The other executives soon forget about Sunil and even Milind, Sunil's best friend while he was here, shrugs off Jay's queries about Sunil's present whereabouts and condition. ‘Forget it, yaar,' he says,
‘Jiyo aur jeene do. ’
But Jay doesn't forget. Sometimes, lying on his new sofa at home late at night after a twelve-hour workday, he thinks of Sunil and his wife. He wonders what would happen if he, Jay, were in Sunil's place, and if the woman in question were Tuli; would he grow as impatient as Sunil had? Probably.Would he have grown disgusted with Dave's repeated refusal of his requests for leave, even during a period when there was almost no work to do, and play truant? Probably. And would Dave fire him as brutally? Probably. Now that he has money, the idea Of being fired doesn't scare Jay as much as it used to. In fact, there are days when he resents the power Dave and Synergetics has over him; the power to control his most private affairs through an intricate pattern of discipline and competitiveness. Bullshit,’ he says to the empty room.
The Chamatkar launch does take place. And not only does it go off smoothly, it is a bigger success than Jay expected. Being the first time he's gone through the tedious process of preparing a product, branding it, propositioning it, targeting it, advertising it, distributing it, and finally offering it across the shelf to the consumer, he has lost sight of the fact that ultimately he is perforrning that most ancient and simple of tasks: Selling.

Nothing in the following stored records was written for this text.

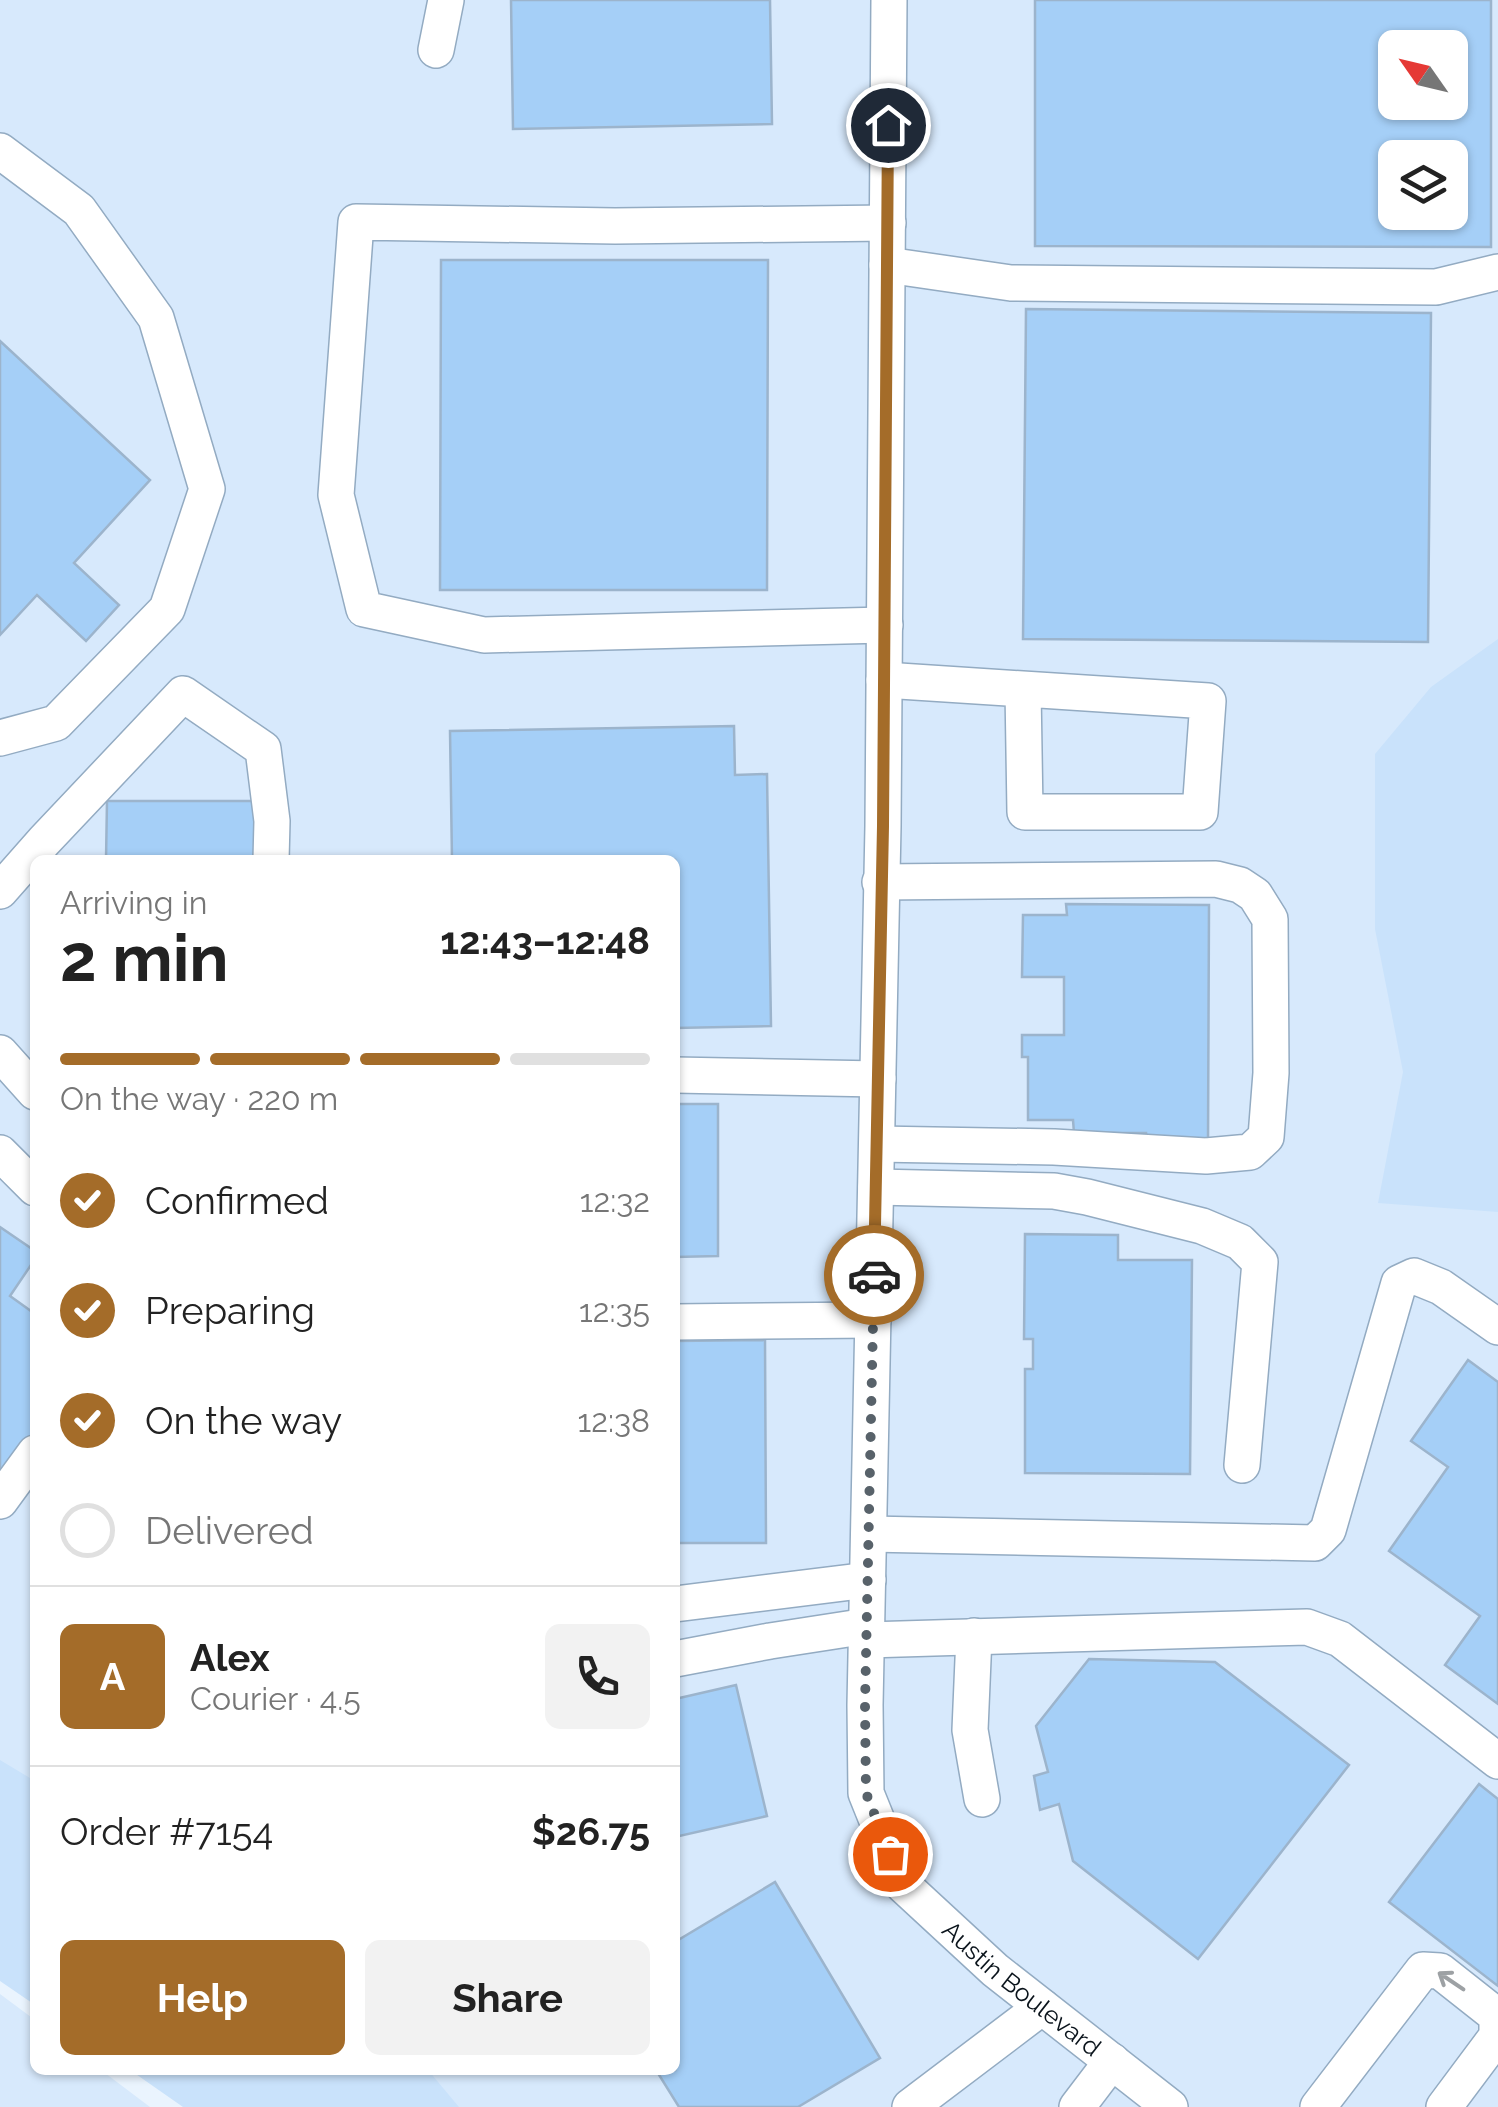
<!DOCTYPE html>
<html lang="en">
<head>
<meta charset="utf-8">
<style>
  :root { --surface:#fff; --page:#f2f2f2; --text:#222; --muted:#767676; --line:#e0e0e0; --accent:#a46c29 }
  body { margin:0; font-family:Raleway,sans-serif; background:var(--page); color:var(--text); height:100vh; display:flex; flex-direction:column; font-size:38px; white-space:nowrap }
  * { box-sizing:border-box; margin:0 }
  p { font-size:32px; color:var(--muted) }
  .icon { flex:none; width:55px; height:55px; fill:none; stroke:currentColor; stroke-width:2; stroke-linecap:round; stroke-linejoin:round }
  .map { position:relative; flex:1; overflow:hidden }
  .side { position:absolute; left:30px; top:855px; width:650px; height:1220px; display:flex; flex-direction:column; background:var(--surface); border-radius:15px; box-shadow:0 2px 8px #0004 }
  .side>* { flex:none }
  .needle { width:65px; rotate:304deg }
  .controls { position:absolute; left:1378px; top:30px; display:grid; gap:20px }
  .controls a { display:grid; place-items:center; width:90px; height:90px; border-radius:15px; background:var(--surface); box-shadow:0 2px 8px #0004; font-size:50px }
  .pin { position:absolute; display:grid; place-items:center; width:85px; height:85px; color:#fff; margin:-42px; border:5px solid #fff; border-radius:50%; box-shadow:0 2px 10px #0007 }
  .courier { position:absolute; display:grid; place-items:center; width:100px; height:100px; margin:-50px; border:8px solid #a46c29; border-radius:50%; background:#fff; color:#222; box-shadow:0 2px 12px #0007 }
  .headline em { font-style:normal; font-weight:700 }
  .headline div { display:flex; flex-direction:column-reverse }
  .headline { display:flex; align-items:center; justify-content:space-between; height:170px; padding:0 30px }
  h1 { font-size:65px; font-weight:700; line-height:75px }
  .bar { display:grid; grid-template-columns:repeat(4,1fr); gap:15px 10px; align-content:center; height:120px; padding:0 30px }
  .bar i { height:12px; border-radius:8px; background:var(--line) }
  .bar .on { background:var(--accent) }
  .bar p { grid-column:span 4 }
  .line { display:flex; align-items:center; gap:25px; padding:0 30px; border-top:2px solid var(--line) }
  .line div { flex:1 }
  .round { display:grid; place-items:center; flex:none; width:105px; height:105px; border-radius:15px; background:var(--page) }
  ol { padding:0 30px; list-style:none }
  li { display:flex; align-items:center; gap:30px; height:110px }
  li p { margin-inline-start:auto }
  li .icon { padding:10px; border-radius:50%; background:var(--accent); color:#fff; stroke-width:4 }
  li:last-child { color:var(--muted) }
  li i { width:55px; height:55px; border:5px solid var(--line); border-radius:50% }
  .primary-button { display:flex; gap:20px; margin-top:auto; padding:20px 30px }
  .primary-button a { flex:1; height:115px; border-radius:15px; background:var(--accent); color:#fff; font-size:40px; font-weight:700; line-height:115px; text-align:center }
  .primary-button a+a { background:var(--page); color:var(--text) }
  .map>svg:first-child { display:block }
</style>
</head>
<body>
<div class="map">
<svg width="1498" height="2107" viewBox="0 0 1498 2107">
  <rect width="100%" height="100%" fill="#eaf4fe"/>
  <path fill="#d7e9fc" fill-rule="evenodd" d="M0,0h1498v2107h-1121l-50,-37h348v-1210h-640v997l-35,-26zM1395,48h55v54h-55zM1395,158h55v54h-55z
    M0,1994l35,26v50h66l49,37h-150z"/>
  <path fill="#c9e2fb" d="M1498,639v573l-120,-9 25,-131 -28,-143v-175l56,-67z
    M0,1760l35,21v224l-35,-24z
    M130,2070h298l31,37h-276z"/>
  <path fill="#a5cff7" stroke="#9cb4cc" stroke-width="2.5" fill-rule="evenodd" d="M511,0h259l2,124 -259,5z
    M1035,0h456v247l-456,-1zM1395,48h55v54h-55zM1395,158h55v54h-55z
    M441,260h327l-1,330h-327z
    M1026,309l405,4 -3,329 -405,-3z
    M0,341l150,139 -76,83 45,42 -33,36 -49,-46 -37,40z
    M734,726l1,49 32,-1 4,252 -96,2v-168h-223l-2,-129z
    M107,801h152v59h-153z
    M1066,904l143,1 -1,239h-62v-11h-72l-1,-13h-45v-63h-6v-22h42v-58h-42l1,-62h44z
    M675,1104h43v152l-43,1z
    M0,1227l35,24v8l-25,37 25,18v117l-35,51z
    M1025,1234l93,1v25h74l-2,214 -165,-1v-104h8v-30h-9z
    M765,1340l1,203h-91v-202z
    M1468,1360l30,22v322l-53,-39 35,-49 -91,-65 59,-84 -37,-26z
    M1089,1659l126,3 134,103 -151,194 -125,-98 -14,-57 -19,6 -6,-34 14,-4 -12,-46z
    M736,1685l31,131 -92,21v-138z
    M1479,1784l19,15v187l-109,-84z
    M775,1882l105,176 -82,49h-119l-23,-37h19v-128z"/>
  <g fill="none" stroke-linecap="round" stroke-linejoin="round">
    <g stroke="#93abc2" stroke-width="38">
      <g id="minor">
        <path id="s1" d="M889,0l-6,826 -18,879 1,88 37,92 92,85 175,137"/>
        <path d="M436,50l10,-50"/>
        <path d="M0,151l79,59 77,108 51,171 -40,120 -111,114 -56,15"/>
        <path d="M887,265l124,18 425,4 62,-15"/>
        <path d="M885,625l-401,10 -120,-26 -28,-114 20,-273 259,4 273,-3"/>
        <path d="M884,680l324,21 -8,111h-175l-2,-122"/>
        <path d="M0,891l44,-50 139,-147 80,55 9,72 -1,39"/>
        <path d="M0,1053l35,39"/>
        <path d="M675,1075l203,4"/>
        <path d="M877,1144l177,3 152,9 44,-4 16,-15 5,-64 -1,-154 -15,-24 -15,-10 -24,-6 -336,3"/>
        <path d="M0,1153l35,35"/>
        <path d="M876,1187l178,4 33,6 115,29 38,16 20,20 -18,203"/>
        <path d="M675,1322l198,-2"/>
        <path d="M0,1501l35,-48"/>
        <path d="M869,1534l446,9 13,-13 71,-247 15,-7 27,11 57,40"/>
        <path d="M675,1604l193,-24"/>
        <path d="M974,1636l-4,94 12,69"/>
        <path d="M867,1640l440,-13 33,12 158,122"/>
        <path d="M675,1659l95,-18 97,-15"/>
        <path d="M910,2107l132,-100"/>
        <path d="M1077,2107l35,-46"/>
        <path d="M1318,2107l105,-137 17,1 57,45v20l-53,71"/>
      </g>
    </g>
    <use href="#minor" stroke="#fff" stroke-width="35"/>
  </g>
  <defs><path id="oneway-shaft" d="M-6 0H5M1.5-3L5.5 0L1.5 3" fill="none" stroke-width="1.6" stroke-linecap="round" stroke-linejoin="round" transform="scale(2.5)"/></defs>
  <use stroke="#9da1a4" href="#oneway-shaft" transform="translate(1451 1981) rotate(-146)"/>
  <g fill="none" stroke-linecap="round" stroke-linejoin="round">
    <path stroke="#58626a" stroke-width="10" stroke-dasharray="0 18" d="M874,1275l-9,430 1,88 24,61"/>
    <path stroke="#a46c29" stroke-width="12" d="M874,1275l9,-449 5,-701"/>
  </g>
  <g text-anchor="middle" stroke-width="10" stroke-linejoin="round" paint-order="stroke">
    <g font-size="25" fill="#0a131b" stroke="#fff">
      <text dy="9" stroke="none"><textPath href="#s1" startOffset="2050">Austin Boulevard</textPath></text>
    </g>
  </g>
</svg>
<div class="controls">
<a><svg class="needle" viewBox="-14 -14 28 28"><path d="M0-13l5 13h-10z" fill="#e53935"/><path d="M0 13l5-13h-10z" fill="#767676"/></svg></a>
<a><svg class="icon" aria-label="layers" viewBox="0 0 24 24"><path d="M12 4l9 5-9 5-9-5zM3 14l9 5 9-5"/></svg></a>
</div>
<div class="pin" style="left:890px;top:1854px;background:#ea580c"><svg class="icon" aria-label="bag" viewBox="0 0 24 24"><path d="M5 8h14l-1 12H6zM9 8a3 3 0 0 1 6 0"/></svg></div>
<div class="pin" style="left:888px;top:125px;background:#1f2937"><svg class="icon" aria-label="home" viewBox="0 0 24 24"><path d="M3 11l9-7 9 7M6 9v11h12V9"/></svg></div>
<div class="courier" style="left:874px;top:1275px"><svg class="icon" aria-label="car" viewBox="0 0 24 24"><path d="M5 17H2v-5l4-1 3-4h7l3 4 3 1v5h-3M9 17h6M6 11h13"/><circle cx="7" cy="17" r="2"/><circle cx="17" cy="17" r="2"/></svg></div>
<section class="side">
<div class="headline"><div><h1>2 min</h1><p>Arriving in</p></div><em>12:43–12:48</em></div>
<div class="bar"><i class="on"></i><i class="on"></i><i class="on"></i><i></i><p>On the way · 220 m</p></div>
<ol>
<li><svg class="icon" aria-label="check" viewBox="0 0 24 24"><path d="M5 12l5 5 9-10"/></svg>Confirmed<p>12:32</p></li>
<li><svg class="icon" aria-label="check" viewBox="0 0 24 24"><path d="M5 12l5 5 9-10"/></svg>Preparing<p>12:35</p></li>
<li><svg class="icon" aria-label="check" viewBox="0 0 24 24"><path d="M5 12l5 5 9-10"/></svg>On the way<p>12:38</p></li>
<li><i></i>Delivered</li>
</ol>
<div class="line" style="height:180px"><b class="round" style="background:var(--accent);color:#fff">A</b><div><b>Alex</b><p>Courier · 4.5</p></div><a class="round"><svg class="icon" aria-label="phone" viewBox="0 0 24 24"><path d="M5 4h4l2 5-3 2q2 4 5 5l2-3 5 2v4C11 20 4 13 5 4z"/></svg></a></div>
<div class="line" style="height:130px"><div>Order #7154</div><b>$26.75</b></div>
<div class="primary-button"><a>Help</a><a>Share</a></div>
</section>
</div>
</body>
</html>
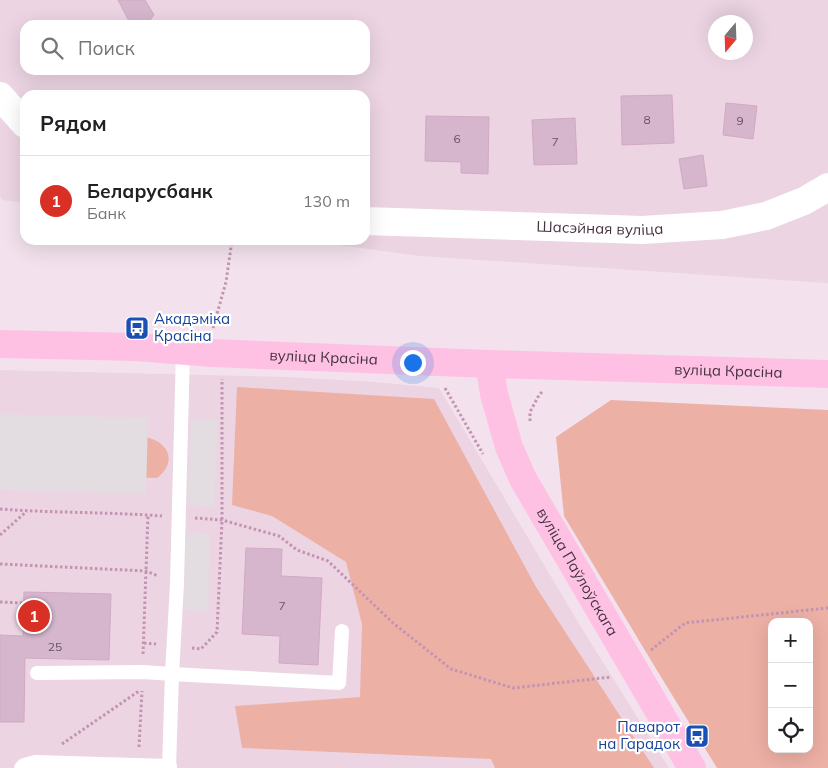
<!DOCTYPE html>
<html lang="ru">
<head>
<meta charset="utf-8">
<style>
  :root { --surface:#fff; --page:#f6f6f6; --text:#202124; --muted:#757577; --line:#e0e0e0; --accent:#d93025 }
  body { margin:0; font-family:Mulish,sans-serif; background:var(--page); color:var(--text) }
  .controls { position:absolute; right:15px; bottom:15px; display:grid; overflow:hidden; border-radius:10px; box-shadow:0 5px 20px #0002 }
  .controls button { width:45px; height:45px; display:grid; place-items:center; padding:0; border:0; border-bottom:1px solid var(--line); background:var(--surface); color:var(--text); font:25px sans-serif }
  .compass { position:absolute; left:708px; top:15px; width:45px; height:45px; border-radius:50%; background:var(--surface); box-shadow:0 5px 20px #0002; rotate:199deg }
  .you { position:absolute; left:412px; top:362px; width:18px; height:18px; margin:-12px; border:4px solid #fff; border-radius:50%; background:#1a73e8; box-shadow:0 0 0 8px #1a73e833 }
  .badge { display:grid; place-items:center; width:32px; height:32px; border-radius:50%; background:var(--accent); color:#fff; font-size:16px; font-weight:700 }
  .pin { position:absolute; translate:-50% -50%; border:2px solid #fff; box-shadow:0 1px 5px #0006 }
  .list { margin:0; padding:0; list-style:none }
  h2 { display:flex; justify-content:space-between; align-items:center; height:65px; margin:0; padding:0 20px; font-size:21px }
  h2 small { font-size:16px; font-weight:400; color:var(--muted) }
  .list li { display:grid; grid-template-columns:32px 1fr auto; gap:15px; align-items:center; box-sizing:border-box; height:90px; padding:0 20px; border-top:1px solid var(--line) }
  .list b { display:block; font-size:19px; white-space:nowrap }
  .list p { margin:0; font-size:16px; white-space:nowrap; color:var(--muted) }
  .list em { font-size:16px; font-style:normal; color:var(--muted) }
  .icon { flex:none; width:28px; height:28px; fill:none; stroke:currentColor; stroke-width:2; stroke-linecap:round; stroke-linejoin:round }
  .map { position:relative; flex:none; width:828px; height:768px; overflow:hidden }
  .search { position:absolute; background:var(--surface); box-shadow:0 5px 20px #0002; left:20px; top:20px; width:350px; height:55px; display:flex; align-items:center; gap:12px; box-sizing:border-box; padding:0 18px; border-radius:15px; color:var(--muted); font-size:19px }
  .panel { position:absolute; background:var(--surface); box-shadow:0 5px 20px #0002; left:20px; top:90px; width:350px; height:155px; border-radius:15px }
  .map>svg:first-child { display:block }
</style>
</head>
<body>
<div class="map">
<svg width="828" height="768" viewBox="0 0 828 768">
  <rect width="100%" height="100%" fill="#f3e2ed"/>
  <path fill="#ecd4e3" fill-rule="evenodd" d="M0,0H828V283L420,256L301,240H365V95H25V203L2,200L0,197ZM716,22H746V52H716ZM25,25H365V70H25Z
    M0,370L289,377L374,382L439,388L581,627L669,768H0Z"/>
  <path fill="#edb0a5" fill-rule="evenodd" d="M237,387L434,399L536,587L654,768H495L491,759L242,748L235,706L360,697L362,624L346,562L272,516L232,505Z
    M611,400L828,410V768H717L658,672L564,516L556,437ZM772,622H809V749H772Z
    M146,437C170,443 177,462 157,478L123,477Z"/>
  <path fill="#e3dce1" d="M0,414L148,418L146,494L0,490Z
    M191,419L218,420L214,507L187,505Z
    M186,533L210,534L208,611L184,610Z"/>
  <path fill="#d5b6cd" stroke="#d2a9c5" d="M118,0H145L154,15L146,25H131Z
    M672,95L674,143L622,145L621,96Z
    M726,103L757,106L753,139L723,135Z
    M426,116L489,117L488,174L461,173V162L425,161Z
    M575,118L577,164L534,165L532,120Z
    M703,155L707,186L684,189L679,159Z
    M246,548L282,549L281,576L322,578L318,665L279,663L280,636L242,634Z
    M24,592L111,594L109,660L25,658L24,722H0V635L23,636Z"/>
  <g fill="none" stroke-linecap="round" stroke-linejoin="round">
    <path stroke="#c393b3" stroke-width="3" stroke-dasharray="2.5 2.5" stroke-linecap="butt" d="M213,328L226,282L232,240
      M445,388L483,454
      M530,421V412L539,395L543,391
      M0,509C54,513 108,512 162,516
      M195,518L222,520L279,536L297,550L328,561L393,623L451,669L513,688L611,677
      M0,535L27,511
      M0,564L146,571L158,576
      M0,602L24,603
      M144,643L156,644
      M192,648L201,649L217,632L222,520V379
      M651,650L685,623L828,608
      M143,654L148,515
      M62,744L139,691
      M139,747L142,691"/>
    <path stroke="#fff" stroke-width="14" d="M37,673L143,672L172,674L339,683L342,631
      M21,768L24,765L35,762L170,766
      M169,768L172,674L177,584L183,351"/>
    <g stroke="#fff" stroke-width="28">
      <path d="M0,96L25,124"/>
      <path id="s1" d="M365,221L642,230L722,225L766,216L804,201L828,187"/>
    </g>
    <g stroke="#ffc1e3" stroke-width="28">
      <path id="s2" d="M0,344L136,347L212,353L489,364L828,374"/>
      <path id="s3" d="M489,364L494,394L509,447L523,479L692,768"/>
    </g>
  </g>
  <defs>
    <g id="bus-square" transform="scale(1.25)"><rect x="-9" y="-9" width="18" height="18" rx="4" fill="#1a4fb4" stroke="#fff"/><path d="M-5-6H5V4H4V6H2V4H-2V6H-4V4H-5ZM-3.5-4V0h7V-4ZM-3.5 1.2v1.5H-2V1.2ZM2 1.2v1.5H3.5V1.2Z" fill="#fff"/></g>
  </defs>
  <g fill-rule="evenodd">
    <use href="#bus-square" x="137" y="328"/>
    <use href="#bus-square" x="697" y="736"/>
  </g>
  <g text-anchor="middle" stroke-width="4.5" stroke-linejoin="round" paint-order="stroke">
    <g font-size="12" fill="#695363">
      <text x="647" y="124">8</text>
      <text x="740" y="125">9</text>
      <text x="457" y="143">6</text>
      <text x="555" y="146">7</text>
      <text x="282" y="610">7</text>
      <text x="55" y="651">25</text>
    </g>
    <g font-size="15" fill="#453240" stroke="#fff">
      <text dy="5" stroke="none"><textPath href="#s1" startOffset="235">Шасэйная вуліца</textPath></text>
      <text dy="5" stroke="none"><textPath href="#s2" startOffset="324">вуліца Красіна</textPath></text>
      <text dy="5" stroke="none"><textPath href="#s2" startOffset="729">вуліца Красіна</textPath></text>
      <text dy="5" stroke="none"><textPath href="#s3" startOffset="228">вуліца Паўлоўскага</textPath></text>
    </g>
    <g font-size="15" fill="#164399" stroke="#fff" text-anchor="start">
      <text x="154" y="324">Акадэміка<tspan x="154" dy="17">Красіна</tspan></text>
      <text x="680" y="732" text-anchor="end">Паварот<tspan x="680" dy="17">на Гарадок</tspan></text>
    </g>
  </g>
</svg>
<div class="controls">
<button>+</button>
<button>−</button>
<button><svg class="icon" aria-label="locate" viewBox="0 0 24 24"><circle cx="12" cy="12" r="6"/><path d="M12 2v4M12 18v4M2 12h4M18 12h4"/></svg></button>
</div>
<svg class="compass" viewBox="-18 -18 36 36"><path d="M0-13l5 13h-10z" fill="#e53935"/><path d="M0 13l5-13h-10z" fill="#757577"/></svg>
<div class="you"></div>
<div class="pin badge" style="left:34px;top:616px">1</div>
<div class="search"><svg class="icon" aria-label="search" viewBox="0 0 24 24"><circle cx="10" cy="10" r="6"/><path d="M15 15l6 6"/></svg>Поиск</div>
<section class="panel">
<h2>Рядом<small></small></h2>
<ul class="list">
<li><span class="badge">1</span><div><b>Беларусбанк</b><p>Банк</p></div><em>130 m</em></li>
</ul>
</section>
</div>
</body>
</html>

Perhaps it is all those thousands of man-hours invested, the awareness of an immense body of personnel, technology and expertise spread worldwide, or the carefully couched speeches of professional indoctrinators like Dave and Balram that creates this illusion of a major historical breakthrough.When you're in the thick of it, a major product launch is comparable to the thrill of being part of the front row of an Alexandrian or Napoleonic army in a world-encompassing battle campaign. Even the word ‘campaign’ is common to both; not without reason. Still, Jay had temporarily lost sight of the big picture. So when the sales figures start to pour in, when they continue to pour in, when initial trial sales far exceed the original stock sent out, when the ad agency and market research agency and distributors and retailers all raise their voices in
hosanna to ‘the greatest marketing success of the eighties’, when Dave and the MD
and every product manager, supervisor, executive, typist, receptionist, telephone operator, accountant and peon in Synergetics talks about nothing but Chamatkar Chamatkar Chamatkar, even Jay is filled with a pride at his own part in this magnificent event.
He goes with the group for another beer-and-dinner session, but this time Dave does them the honour of accompanying them and they go, not to Alps, but to CCI Club, where Dave is a member. They sit on cane chairs on the grass in Brabourne Stadium and drink beer and talk about everything under the sun. Dave smiles a lot and talks more than Jay has ever heard him talk in a single evening—about topics other than work, that is—and he begins to realise that there really is a flesh-and-blood organism under that immaculately tailored clothing, and that the organism has interests other than marketing.
For a while, the Sunil incident goes away and hides in some dusty shelf at the back of his head—an overstuffed shelf. It is shoved up there by another momentous event in the life of Jayesh Mehta.
He goes into Dave's cabin one morning about two months after the Chamatkar launch and success.
Dave is sitting on his swivel chair, staring out of the window. The huge crane in the dockyard is visible, sliding slowly across its track, bearing some enormous load from a container ship to the dock. Dave turns and greets Jay with a smile that is as unexpected as unhabitual.